▸ ABOUT THIS EXERCISE
What is needed is an exact repeat of the entries, with no pictures in it.

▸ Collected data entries
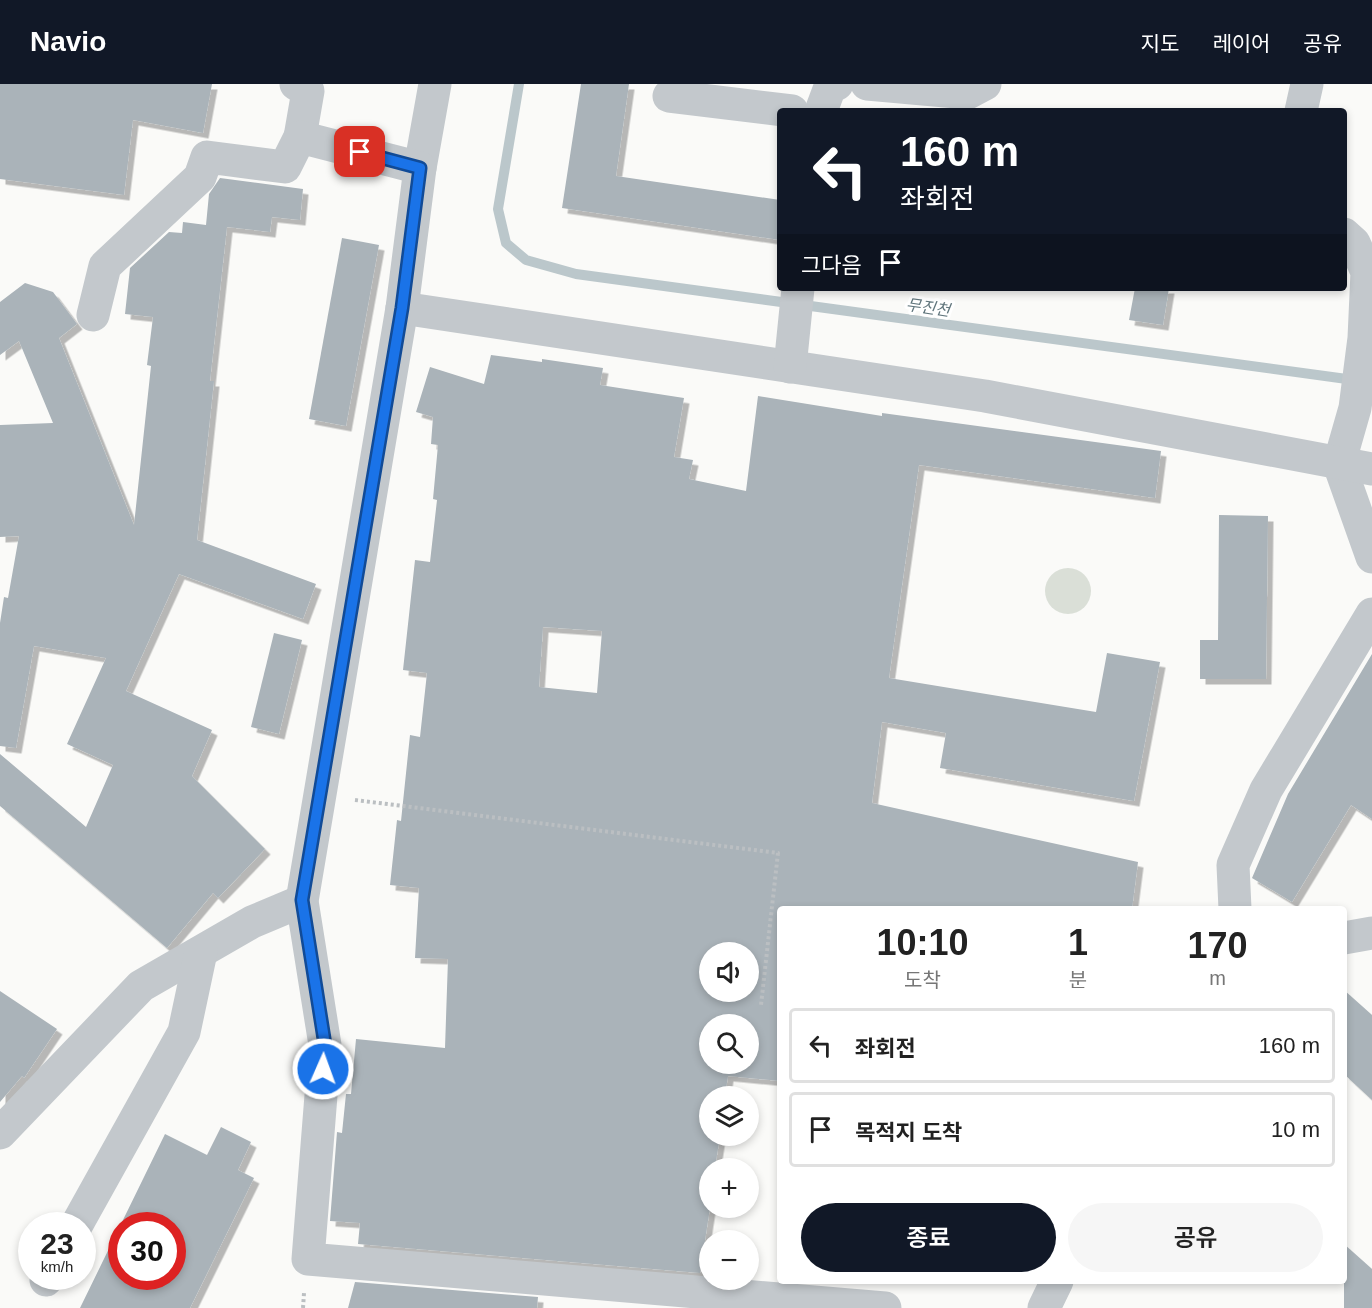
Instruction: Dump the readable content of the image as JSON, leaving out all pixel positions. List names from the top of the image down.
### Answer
{
  "water": ["무진천"],
  "page": {
    "header": "Navio",
    "nav": ["지도", "레이어", "공유"],
    "turn": ["160 m", "좌회전"],
    "then": "그다음",
    "eta": [
      "10:10",
      "도착",
      "1",
      "분",
      "170",
      "m"
    ],
    "map_buttons": ["+", "−"],
    "list": [
      {
        "name": "좌회전",
        "value": "160 m"
      },
      {
        "name": "목적지 도착",
        "value": "10 m"
      }
    ],
    "buttons": ["종료", "공유"],
    "speed": "23 km/h",
    "limit": "30"
  }
}
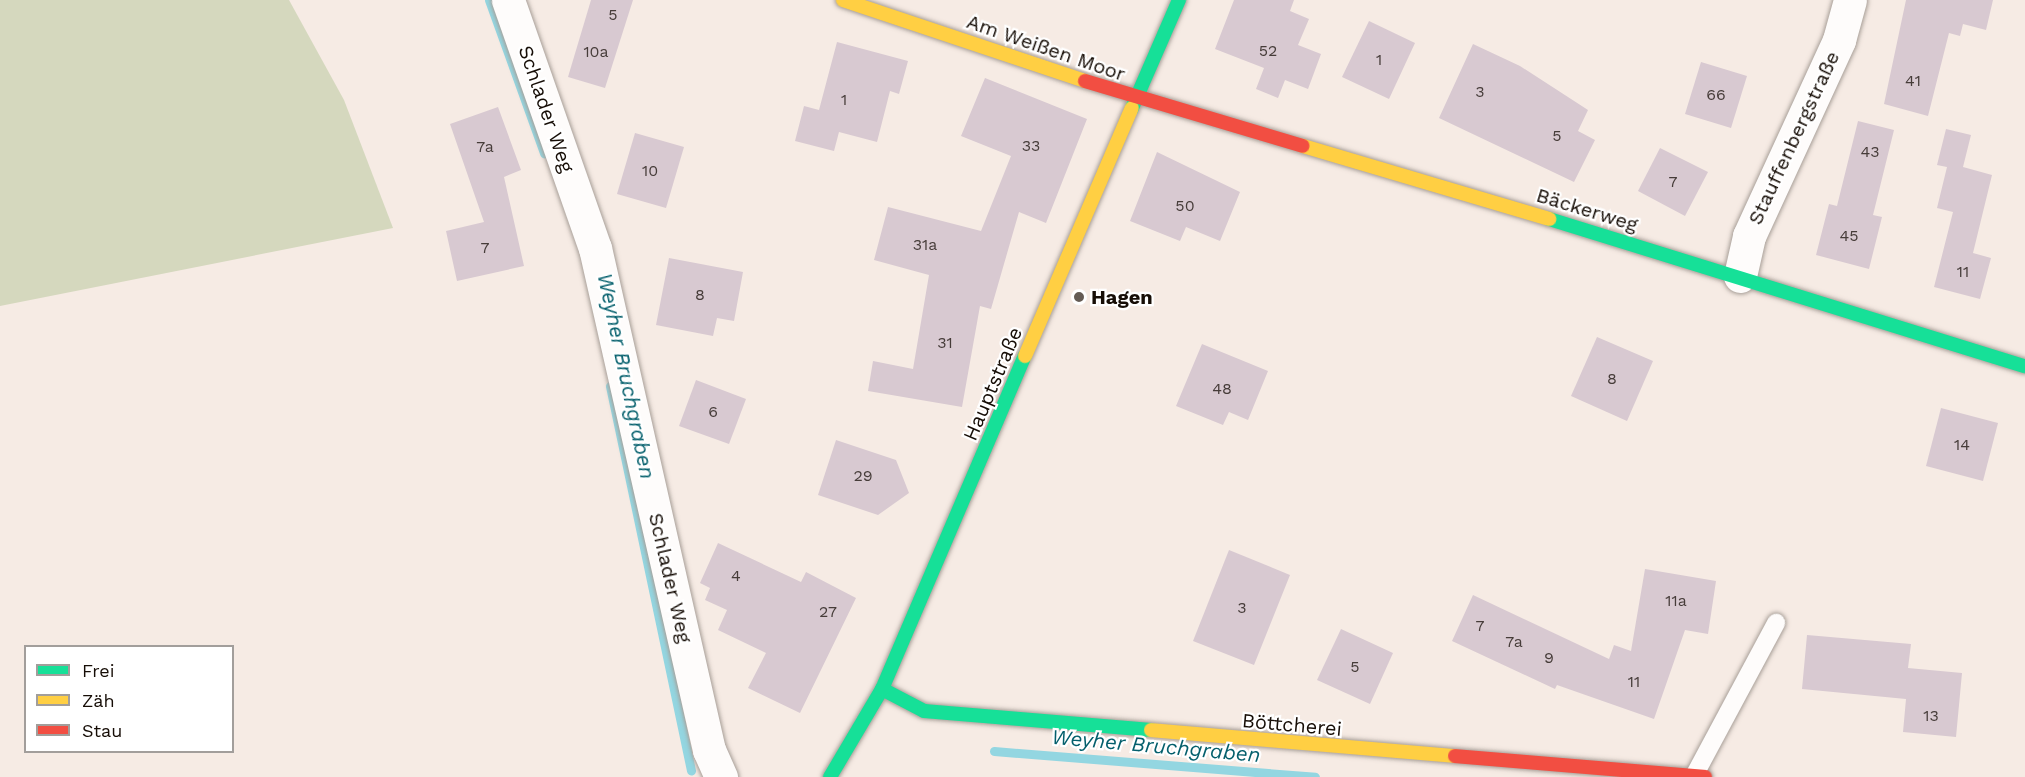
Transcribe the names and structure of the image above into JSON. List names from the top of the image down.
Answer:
{
  "streets": {
    "street": [
      "Am Weißen Moor",
      "Schlader Weg",
      "Stauffenbergstraße",
      "Bäckerweg",
      "Hauptstraße",
      "Böttcherei"
    ]
  },
  "crossings": [
    ["Am Weißen Moor", "Bäckerweg"],
    ["Am Weißen Moor", "Hauptstraße"],
    ["Stauffenbergstraße", "Bäckerweg"],
    ["Bäckerweg", "Hauptstraße"],
    ["Hauptstraße", "Böttcherei"]
  ],
  "water": ["Weyher Bruchgraben"],
  "places": ["Hagen"],
  "house_numbers": [
    "5",
    "52",
    "10a",
    "1",
    "41",
    "3",
    "66",
    "1",
    "5",
    "33",
    "7a",
    "43",
    "10",
    "7",
    "50",
    "45",
    "31a",
    "7",
    "11",
    "8",
    "31",
    "8",
    "48",
    "6",
    "14",
    "29",
    "4",
    "11a",
    "3",
    "27",
    "7",
    "7a",
    "9",
    "5",
    "11",
    "13"
  ],
  "legend": ["Frei", "Zäh", "Stau"]
}
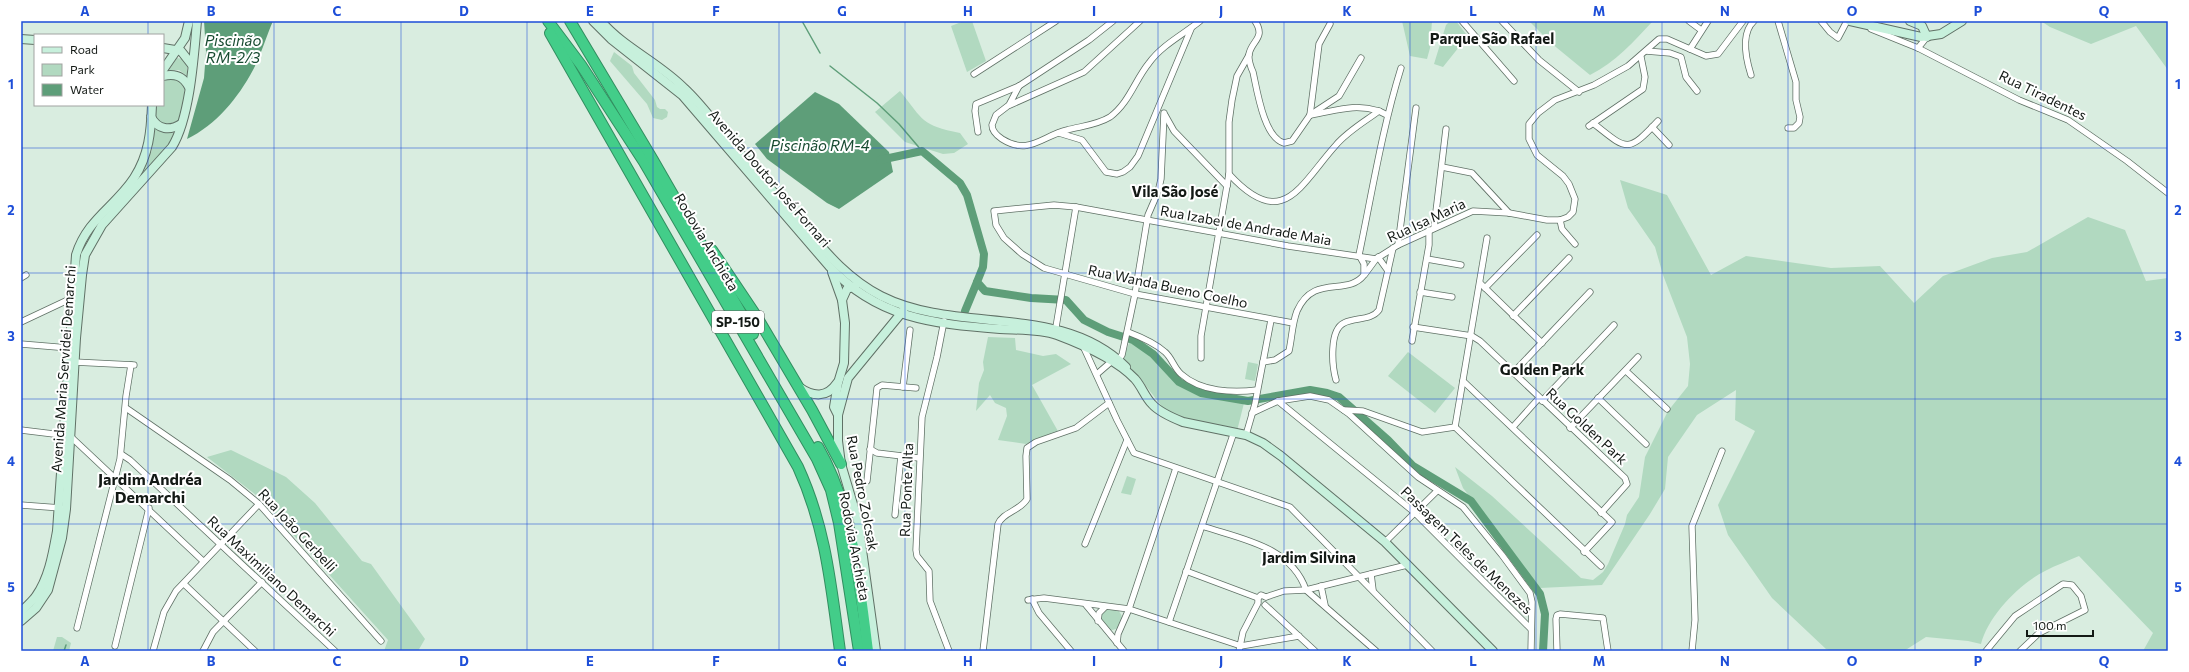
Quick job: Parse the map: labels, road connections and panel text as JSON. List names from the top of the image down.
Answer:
{
  "streets": {
    "highway": ["Rodovia Anchieta", "SP-150"],
    "main road": [
      "Rua Tiradentes",
      "Avenida Doutor José Fornari",
      "Avenida Maria Servidei Demarchi",
      "Rua Pedro Zolcsak"
    ],
    "street": [
      "Rua Isa Maria",
      "Rua Izabel de Andrade Maia",
      "Rua Wanda Bueno Coelho",
      "Rua Golden Park",
      "Rua Ponte Alta",
      "Rua João Gerbelli",
      "Passagem Teles de Menezes",
      "Rua Maximiliano Demarchi"
    ]
  },
  "crossings": [
    ["Avenida Doutor José Fornari", "Rua Ponte Alta"],
    ["Avenida Doutor José Fornari", "Rua Pedro Zolcsak"],
    ["Rua Isa Maria", "Rua Izabel de Andrade Maia"],
    ["Rua Izabel de Andrade Maia", "Rua Wanda Bueno Coelho"]
  ],
  "districts": [
    "Parque São Rafael",
    "Vila São José",
    "Golden Park",
    "Jardim Andréa Demarchi",
    "Jardim Silvina"
  ],
  "water": ["Piscinão RM-2/3", "Piscinão RM-4"],
  "legend": ["Road", "Park", "Water"],
  "scale_bar": "100 m",
  "grid": {
    "columns": [
      "A",
      "B",
      "C",
      "D",
      "E",
      "F",
      "G",
      "H",
      "I",
      "J",
      "K",
      "L",
      "M",
      "N",
      "O",
      "P",
      "Q"
    ],
    "rows": [
      "1",
      "2",
      "3",
      "4",
      "5"
    ]
  }
}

▸ ANSWER FOR THIS EXERCISE
Instruction: Dump the readable content of the image as JSON, leaving out all pixel positions. List names from the top of the image down.
### Answer
{
  "water": ["무진천"],
  "page": {
    "header": "Navio",
    "nav": ["지도", "레이어", "공유"],
    "turn": ["160 m", "좌회전"],
    "then": "그다음",
    "eta": [
      "10:10",
      "도착",
      "1",
      "분",
      "170",
      "m"
    ],
    "map_buttons": ["+", "−"],
    "list": [
      {
        "name": "좌회전",
        "value": "160 m"
      },
      {
        "name": "목적지 도착",
        "value": "10 m"
      }
    ],
    "buttons": ["종료", "공유"],
    "speed": "23 km/h",
    "limit": "30"
  }
}
Transcribe the names and structure of the image above into JSON. List names from the top of the image down.
Answer:
{
  "streets": {
    "street": [
      "Am Weißen Moor",
      "Schlader Weg",
      "Stauffenbergstraße",
      "Bäckerweg",
      "Hauptstraße",
      "Böttcherei"
    ]
  },
  "crossings": [
    ["Am Weißen Moor", "Bäckerweg"],
    ["Am Weißen Moor", "Hauptstraße"],
    ["Stauffenbergstraße", "Bäckerweg"],
    ["Bäckerweg", "Hauptstraße"],
    ["Hauptstraße", "Böttcherei"]
  ],
  "water": ["Weyher Bruchgraben"],
  "places": ["Hagen"],
  "house_numbers": [
    "5",
    "52",
    "10a",
    "1",
    "41",
    "3",
    "66",
    "1",
    "5",
    "33",
    "7a",
    "43",
    "10",
    "7",
    "50",
    "45",
    "31a",
    "7",
    "11",
    "8",
    "31",
    "8",
    "48",
    "6",
    "14",
    "29",
    "4",
    "11a",
    "3",
    "27",
    "7",
    "7a",
    "9",
    "5",
    "11",
    "13"
  ],
  "legend": ["Frei", "Zäh", "Stau"]
}
Quick job: Parse the map: labels, road connections and panel text as JSON. List names from the top of the image down.
Answer:
{
  "streets": {
    "highway": ["Rodovia Anchieta", "SP-150"],
    "main road": [
      "Rua Tiradentes",
      "Avenida Doutor José Fornari",
      "Avenida Maria Servidei Demarchi",
      "Rua Pedro Zolcsak"
    ],
    "street": [
      "Rua Isa Maria",
      "Rua Izabel de Andrade Maia",
      "Rua Wanda Bueno Coelho",
      "Rua Golden Park",
      "Rua Ponte Alta",
      "Rua João Gerbelli",
      "Passagem Teles de Menezes",
      "Rua Maximiliano Demarchi"
    ]
  },
  "crossings": [
    ["Avenida Doutor José Fornari", "Rua Ponte Alta"],
    ["Avenida Doutor José Fornari", "Rua Pedro Zolcsak"],
    ["Rua Isa Maria", "Rua Izabel de Andrade Maia"],
    ["Rua Izabel de Andrade Maia", "Rua Wanda Bueno Coelho"]
  ],
  "districts": [
    "Parque São Rafael",
    "Vila São José",
    "Golden Park",
    "Jardim Andréa Demarchi",
    "Jardim Silvina"
  ],
  "water": ["Piscinão RM-2/3", "Piscinão RM-4"],
  "legend": ["Road", "Park", "Water"],
  "scale_bar": "100 m",
  "grid": {
    "columns": [
      "A",
      "B",
      "C",
      "D",
      "E",
      "F",
      "G",
      "H",
      "I",
      "J",
      "K",
      "L",
      "M",
      "N",
      "O",
      "P",
      "Q"
    ],
    "rows": [
      "1",
      "2",
      "3",
      "4",
      "5"
    ]
  }
}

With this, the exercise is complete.